### WHAT TO WORK ON
What is the number of lines in the data below that hold the word "High"? Give nothing beyond that number.
Start of Block
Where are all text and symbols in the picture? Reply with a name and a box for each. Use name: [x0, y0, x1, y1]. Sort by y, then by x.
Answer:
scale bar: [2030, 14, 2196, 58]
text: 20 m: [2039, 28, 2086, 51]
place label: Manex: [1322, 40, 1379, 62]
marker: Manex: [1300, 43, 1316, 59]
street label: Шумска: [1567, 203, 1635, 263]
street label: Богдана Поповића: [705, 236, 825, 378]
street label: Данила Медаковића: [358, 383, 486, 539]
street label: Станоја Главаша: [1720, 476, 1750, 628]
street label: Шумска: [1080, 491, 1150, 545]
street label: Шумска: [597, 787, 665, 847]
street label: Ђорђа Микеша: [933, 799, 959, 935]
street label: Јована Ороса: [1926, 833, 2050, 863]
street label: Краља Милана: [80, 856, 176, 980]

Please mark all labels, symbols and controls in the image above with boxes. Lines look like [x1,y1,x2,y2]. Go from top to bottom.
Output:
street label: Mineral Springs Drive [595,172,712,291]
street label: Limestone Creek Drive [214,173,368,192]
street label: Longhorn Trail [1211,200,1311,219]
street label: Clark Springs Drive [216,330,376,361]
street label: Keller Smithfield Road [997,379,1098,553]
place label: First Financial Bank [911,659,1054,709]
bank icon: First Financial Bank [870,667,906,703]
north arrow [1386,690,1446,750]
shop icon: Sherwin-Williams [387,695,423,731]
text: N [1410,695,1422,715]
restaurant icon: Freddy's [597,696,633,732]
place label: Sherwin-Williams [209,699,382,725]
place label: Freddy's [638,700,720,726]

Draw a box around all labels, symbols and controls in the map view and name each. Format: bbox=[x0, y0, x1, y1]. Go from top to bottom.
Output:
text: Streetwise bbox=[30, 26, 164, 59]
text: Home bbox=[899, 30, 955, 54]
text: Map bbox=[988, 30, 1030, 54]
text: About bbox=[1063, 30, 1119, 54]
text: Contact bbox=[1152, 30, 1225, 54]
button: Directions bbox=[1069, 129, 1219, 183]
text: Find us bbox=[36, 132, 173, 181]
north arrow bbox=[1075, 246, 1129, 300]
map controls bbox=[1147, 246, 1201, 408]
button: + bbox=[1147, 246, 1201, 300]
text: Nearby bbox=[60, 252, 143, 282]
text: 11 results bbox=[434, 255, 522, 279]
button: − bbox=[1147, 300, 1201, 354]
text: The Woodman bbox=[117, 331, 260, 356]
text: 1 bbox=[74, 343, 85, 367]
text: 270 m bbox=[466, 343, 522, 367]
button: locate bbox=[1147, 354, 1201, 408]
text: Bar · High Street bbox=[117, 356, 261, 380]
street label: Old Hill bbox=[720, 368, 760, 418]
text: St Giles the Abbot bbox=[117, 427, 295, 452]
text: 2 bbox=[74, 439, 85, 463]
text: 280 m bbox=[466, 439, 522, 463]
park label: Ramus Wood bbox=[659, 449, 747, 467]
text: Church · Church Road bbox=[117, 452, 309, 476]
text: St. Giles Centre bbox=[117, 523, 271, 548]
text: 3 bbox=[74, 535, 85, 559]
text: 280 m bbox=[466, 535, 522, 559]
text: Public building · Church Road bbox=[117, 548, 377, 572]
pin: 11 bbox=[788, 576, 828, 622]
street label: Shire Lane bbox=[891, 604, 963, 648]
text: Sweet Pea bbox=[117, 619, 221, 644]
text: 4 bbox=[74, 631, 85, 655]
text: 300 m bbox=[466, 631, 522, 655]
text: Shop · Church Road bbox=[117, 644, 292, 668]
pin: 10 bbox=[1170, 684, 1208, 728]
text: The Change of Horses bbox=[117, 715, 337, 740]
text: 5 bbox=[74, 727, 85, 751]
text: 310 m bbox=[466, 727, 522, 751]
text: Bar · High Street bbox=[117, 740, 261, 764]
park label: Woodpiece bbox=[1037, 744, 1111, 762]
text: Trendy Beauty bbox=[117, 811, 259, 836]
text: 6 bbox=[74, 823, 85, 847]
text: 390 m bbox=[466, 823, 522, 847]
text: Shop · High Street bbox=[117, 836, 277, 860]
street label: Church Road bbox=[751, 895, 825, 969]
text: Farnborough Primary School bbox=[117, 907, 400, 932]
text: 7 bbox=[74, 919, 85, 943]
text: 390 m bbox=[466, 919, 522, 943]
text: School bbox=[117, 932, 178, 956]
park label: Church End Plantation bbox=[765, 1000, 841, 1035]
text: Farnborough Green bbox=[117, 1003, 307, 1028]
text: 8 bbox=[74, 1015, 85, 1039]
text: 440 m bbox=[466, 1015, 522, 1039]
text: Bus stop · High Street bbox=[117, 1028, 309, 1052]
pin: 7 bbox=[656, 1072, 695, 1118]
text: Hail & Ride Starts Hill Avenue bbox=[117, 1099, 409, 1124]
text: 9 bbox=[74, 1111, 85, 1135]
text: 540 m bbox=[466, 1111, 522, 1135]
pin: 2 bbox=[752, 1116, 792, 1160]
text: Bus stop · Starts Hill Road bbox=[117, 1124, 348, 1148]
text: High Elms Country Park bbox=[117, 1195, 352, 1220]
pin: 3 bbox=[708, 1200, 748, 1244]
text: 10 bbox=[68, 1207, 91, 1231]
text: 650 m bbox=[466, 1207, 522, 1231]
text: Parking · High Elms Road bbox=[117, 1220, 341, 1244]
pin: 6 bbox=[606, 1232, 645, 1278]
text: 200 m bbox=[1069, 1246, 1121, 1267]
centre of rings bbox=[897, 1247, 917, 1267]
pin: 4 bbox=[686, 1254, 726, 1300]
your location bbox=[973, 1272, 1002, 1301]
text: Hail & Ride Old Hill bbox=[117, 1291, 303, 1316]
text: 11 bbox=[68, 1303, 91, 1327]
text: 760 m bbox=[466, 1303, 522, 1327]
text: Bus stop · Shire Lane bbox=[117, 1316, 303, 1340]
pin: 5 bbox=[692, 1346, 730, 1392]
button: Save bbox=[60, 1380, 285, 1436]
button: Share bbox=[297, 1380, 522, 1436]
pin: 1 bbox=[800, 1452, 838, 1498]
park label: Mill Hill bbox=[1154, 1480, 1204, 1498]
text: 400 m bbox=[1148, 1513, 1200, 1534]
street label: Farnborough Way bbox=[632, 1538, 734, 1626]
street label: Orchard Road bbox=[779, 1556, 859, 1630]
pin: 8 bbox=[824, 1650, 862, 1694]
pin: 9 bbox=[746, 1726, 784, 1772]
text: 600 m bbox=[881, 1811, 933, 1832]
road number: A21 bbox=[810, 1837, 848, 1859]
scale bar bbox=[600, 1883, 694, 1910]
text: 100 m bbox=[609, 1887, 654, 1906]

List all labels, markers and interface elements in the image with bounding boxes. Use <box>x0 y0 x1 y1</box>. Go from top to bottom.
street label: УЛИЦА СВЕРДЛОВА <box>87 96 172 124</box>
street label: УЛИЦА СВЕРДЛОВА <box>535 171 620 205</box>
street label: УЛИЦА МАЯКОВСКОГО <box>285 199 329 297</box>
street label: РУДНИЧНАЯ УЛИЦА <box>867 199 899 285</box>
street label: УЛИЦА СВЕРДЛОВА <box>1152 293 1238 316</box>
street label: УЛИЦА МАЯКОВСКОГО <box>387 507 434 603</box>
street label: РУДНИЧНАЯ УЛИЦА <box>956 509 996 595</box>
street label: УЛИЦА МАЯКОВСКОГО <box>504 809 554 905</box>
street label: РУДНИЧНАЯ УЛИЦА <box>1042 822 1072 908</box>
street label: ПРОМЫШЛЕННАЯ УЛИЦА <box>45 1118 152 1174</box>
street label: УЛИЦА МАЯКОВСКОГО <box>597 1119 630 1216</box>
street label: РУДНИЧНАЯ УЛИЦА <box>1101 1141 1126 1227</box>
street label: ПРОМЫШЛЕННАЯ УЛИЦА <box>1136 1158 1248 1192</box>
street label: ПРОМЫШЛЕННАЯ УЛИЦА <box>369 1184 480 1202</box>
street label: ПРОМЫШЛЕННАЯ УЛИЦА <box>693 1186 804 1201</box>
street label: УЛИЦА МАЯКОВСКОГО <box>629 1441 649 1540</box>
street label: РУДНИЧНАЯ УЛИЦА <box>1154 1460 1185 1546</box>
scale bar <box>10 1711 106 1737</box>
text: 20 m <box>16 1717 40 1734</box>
End of Block
### YOUR SOLUTION
6